- _DATASET_
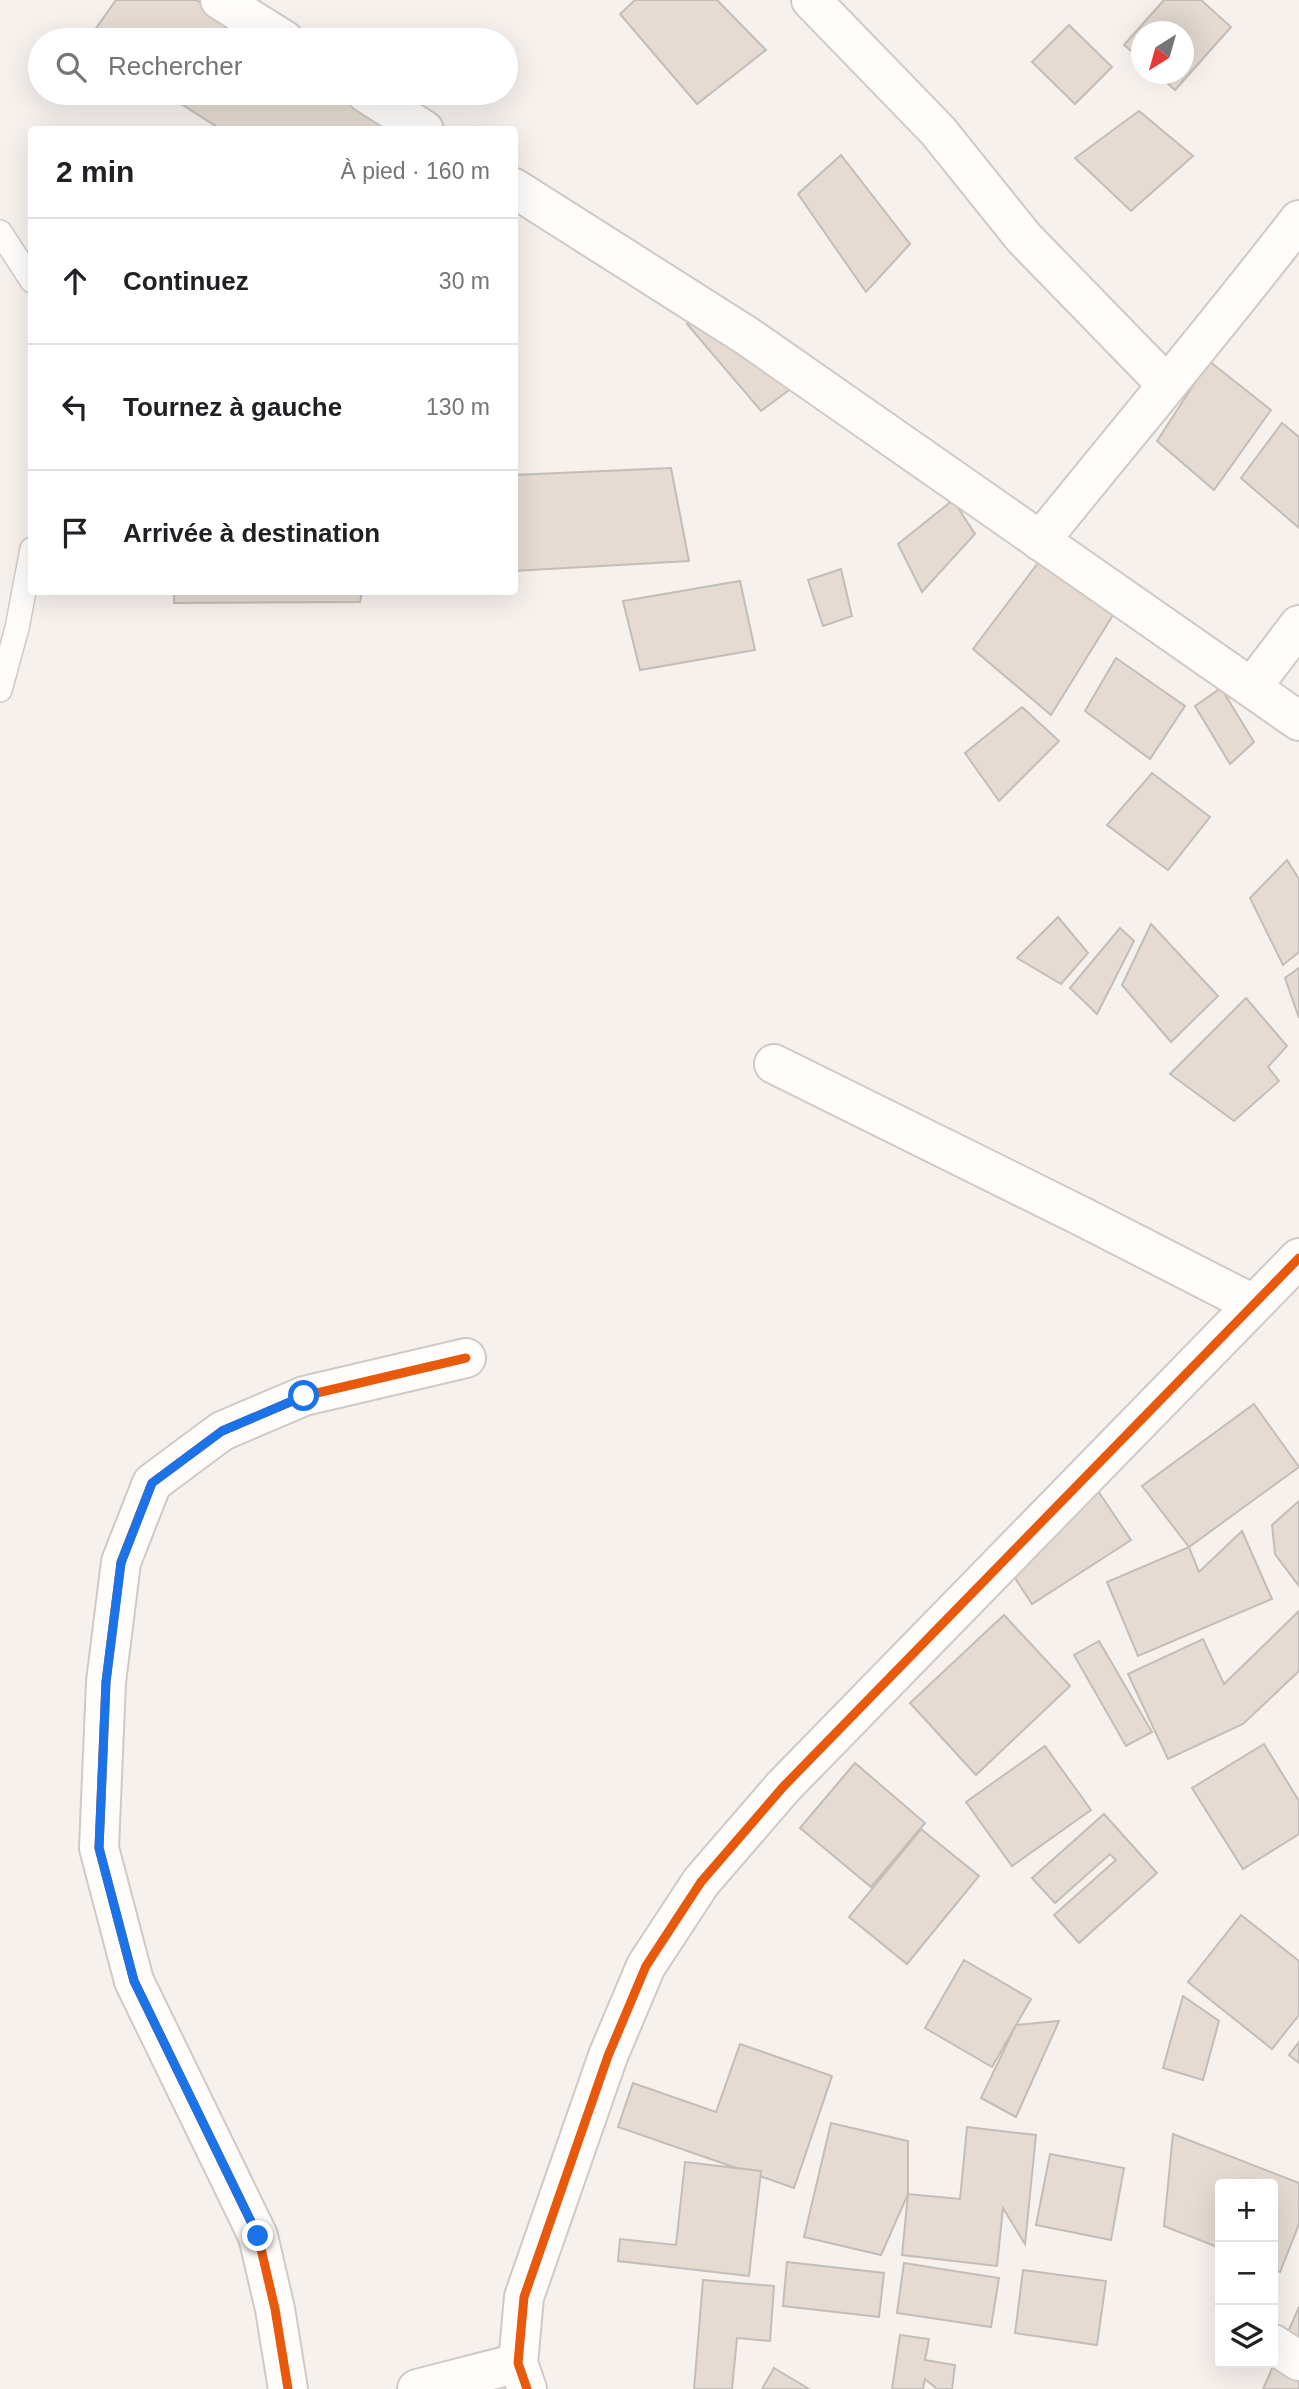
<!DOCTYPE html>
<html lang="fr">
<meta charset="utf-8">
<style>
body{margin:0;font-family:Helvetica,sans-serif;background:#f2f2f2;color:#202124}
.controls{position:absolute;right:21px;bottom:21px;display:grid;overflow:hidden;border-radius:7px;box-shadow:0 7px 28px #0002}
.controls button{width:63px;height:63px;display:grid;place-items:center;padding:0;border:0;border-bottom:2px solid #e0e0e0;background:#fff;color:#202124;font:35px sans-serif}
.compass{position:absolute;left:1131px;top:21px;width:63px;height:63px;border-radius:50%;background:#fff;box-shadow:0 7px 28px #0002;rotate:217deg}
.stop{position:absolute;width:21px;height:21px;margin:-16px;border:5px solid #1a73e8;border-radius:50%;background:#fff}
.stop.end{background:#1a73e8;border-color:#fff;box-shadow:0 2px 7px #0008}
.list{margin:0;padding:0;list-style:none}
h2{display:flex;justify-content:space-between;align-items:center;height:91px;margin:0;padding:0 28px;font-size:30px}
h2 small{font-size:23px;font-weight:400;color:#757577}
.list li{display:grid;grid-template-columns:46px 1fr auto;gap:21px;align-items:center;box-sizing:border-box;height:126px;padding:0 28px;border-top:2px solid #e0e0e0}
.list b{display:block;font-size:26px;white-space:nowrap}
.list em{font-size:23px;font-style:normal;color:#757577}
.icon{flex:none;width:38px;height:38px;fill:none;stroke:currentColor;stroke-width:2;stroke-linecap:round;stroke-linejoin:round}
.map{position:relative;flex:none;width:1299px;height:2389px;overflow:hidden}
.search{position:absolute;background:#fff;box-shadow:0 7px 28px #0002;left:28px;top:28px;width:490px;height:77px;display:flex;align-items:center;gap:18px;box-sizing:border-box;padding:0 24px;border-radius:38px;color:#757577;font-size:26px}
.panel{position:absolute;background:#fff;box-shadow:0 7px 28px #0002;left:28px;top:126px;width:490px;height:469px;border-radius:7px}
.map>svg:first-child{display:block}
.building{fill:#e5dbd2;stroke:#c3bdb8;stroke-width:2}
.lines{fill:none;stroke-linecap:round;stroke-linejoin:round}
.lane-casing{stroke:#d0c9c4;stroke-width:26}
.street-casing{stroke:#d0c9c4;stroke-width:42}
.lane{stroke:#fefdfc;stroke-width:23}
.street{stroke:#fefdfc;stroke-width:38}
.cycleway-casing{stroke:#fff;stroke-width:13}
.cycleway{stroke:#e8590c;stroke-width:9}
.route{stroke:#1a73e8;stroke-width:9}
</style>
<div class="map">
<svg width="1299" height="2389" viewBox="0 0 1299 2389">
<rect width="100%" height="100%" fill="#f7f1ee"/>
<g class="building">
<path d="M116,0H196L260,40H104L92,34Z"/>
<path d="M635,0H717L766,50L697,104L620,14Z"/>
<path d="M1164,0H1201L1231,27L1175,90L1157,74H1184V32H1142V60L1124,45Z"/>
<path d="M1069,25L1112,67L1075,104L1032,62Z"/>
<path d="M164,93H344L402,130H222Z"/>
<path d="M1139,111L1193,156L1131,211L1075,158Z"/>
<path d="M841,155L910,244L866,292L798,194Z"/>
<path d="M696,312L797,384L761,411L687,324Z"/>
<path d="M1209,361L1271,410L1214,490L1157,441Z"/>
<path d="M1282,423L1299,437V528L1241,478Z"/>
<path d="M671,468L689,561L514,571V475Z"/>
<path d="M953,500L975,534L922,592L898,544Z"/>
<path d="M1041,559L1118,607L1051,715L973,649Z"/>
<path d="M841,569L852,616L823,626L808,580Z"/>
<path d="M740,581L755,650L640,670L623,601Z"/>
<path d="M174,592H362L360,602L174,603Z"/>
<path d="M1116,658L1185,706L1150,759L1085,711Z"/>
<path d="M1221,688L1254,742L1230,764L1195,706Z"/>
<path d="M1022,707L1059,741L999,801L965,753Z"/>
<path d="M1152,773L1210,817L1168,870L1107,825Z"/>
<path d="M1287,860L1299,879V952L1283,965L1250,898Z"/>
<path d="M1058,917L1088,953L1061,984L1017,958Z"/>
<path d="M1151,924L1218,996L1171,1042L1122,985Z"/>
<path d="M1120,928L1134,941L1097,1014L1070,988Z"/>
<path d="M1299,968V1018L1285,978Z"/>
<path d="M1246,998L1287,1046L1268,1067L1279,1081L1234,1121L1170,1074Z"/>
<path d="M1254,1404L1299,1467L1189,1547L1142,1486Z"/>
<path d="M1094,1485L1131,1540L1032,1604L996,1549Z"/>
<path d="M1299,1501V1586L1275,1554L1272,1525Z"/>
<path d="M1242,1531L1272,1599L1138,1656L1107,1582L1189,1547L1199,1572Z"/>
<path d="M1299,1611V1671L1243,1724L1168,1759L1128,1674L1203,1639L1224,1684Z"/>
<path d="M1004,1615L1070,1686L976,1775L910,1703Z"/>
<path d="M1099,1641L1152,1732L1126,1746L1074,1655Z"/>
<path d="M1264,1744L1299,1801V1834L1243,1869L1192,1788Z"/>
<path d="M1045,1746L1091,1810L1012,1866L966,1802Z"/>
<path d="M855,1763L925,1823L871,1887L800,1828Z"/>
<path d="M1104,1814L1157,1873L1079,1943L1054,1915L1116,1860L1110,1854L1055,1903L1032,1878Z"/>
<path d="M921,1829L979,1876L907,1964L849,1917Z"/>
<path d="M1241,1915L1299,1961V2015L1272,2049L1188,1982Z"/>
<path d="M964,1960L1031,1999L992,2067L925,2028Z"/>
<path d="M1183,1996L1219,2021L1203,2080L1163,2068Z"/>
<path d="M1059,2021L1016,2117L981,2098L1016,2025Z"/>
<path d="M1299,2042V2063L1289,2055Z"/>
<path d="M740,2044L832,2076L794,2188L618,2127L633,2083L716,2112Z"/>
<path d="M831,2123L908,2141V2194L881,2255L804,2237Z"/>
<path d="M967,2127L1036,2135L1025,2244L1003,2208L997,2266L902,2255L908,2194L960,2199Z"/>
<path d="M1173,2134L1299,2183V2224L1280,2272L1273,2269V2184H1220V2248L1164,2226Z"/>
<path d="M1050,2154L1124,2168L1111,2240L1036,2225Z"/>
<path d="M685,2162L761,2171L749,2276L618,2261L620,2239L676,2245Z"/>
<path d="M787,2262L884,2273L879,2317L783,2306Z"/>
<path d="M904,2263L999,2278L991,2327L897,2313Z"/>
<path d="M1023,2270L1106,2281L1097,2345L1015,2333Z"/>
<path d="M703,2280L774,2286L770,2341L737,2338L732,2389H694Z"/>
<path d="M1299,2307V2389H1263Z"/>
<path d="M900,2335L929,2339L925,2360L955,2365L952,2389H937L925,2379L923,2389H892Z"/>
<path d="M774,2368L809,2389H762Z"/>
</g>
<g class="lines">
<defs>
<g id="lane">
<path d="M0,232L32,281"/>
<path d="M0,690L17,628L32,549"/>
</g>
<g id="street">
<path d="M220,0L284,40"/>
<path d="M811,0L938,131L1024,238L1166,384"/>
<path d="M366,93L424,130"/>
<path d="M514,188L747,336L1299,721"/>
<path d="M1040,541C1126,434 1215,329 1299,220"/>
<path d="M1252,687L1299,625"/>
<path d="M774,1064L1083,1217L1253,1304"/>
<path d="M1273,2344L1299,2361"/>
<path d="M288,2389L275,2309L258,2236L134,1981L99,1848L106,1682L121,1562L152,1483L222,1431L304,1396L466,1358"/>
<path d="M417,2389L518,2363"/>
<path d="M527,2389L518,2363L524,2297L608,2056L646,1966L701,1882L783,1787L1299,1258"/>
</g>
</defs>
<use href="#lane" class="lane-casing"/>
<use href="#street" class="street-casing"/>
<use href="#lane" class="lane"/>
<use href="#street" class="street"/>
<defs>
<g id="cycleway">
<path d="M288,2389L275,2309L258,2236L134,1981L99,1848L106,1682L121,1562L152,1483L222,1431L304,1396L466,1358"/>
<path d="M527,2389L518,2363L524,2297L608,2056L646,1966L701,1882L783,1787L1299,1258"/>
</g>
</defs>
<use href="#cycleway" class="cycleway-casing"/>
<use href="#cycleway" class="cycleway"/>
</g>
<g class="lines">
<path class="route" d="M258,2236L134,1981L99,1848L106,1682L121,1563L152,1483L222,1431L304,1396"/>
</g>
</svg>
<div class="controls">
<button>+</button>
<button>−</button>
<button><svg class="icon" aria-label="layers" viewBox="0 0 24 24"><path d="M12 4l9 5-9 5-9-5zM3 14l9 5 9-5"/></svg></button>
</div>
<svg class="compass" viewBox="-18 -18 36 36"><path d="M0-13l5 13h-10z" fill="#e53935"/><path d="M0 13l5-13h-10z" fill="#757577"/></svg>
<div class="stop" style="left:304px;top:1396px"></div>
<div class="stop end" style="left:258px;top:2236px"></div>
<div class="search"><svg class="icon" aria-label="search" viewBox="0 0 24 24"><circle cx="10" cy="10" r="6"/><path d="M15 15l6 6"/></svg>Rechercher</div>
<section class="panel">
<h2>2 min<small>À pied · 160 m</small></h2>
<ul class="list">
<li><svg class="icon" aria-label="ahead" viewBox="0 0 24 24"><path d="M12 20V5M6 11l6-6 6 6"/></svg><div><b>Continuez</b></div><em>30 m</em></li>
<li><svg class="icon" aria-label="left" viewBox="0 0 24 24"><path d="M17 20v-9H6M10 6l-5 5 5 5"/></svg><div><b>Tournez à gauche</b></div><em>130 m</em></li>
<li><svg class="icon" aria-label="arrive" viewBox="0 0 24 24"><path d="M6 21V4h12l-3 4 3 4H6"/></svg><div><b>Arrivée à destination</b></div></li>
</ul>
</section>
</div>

- _EXERCISE DIRECTIONS_
Find each line in the records above that contains "grid", and copy it.

- _PROBLEM SOLUTION_
.controls{position:absolute;right:21px;bottom:21px;display:grid;overflow:hidden;border-radius:7px;box-shadow:0 7px 28px #0002}
.controls button{width:63px;height:63px;display:grid;place-items:center;padding:0;border:0;border-bottom:2px solid #e0e0e0;background:#fff;color:#202124;font:35px sans-serif}
.list li{display:grid;grid-template-columns:46px 1fr auto;gap:21px;align-items:center;box-sizing:border-box;height:126px;padding:0 28px;border-top:2px solid #e0e0e0}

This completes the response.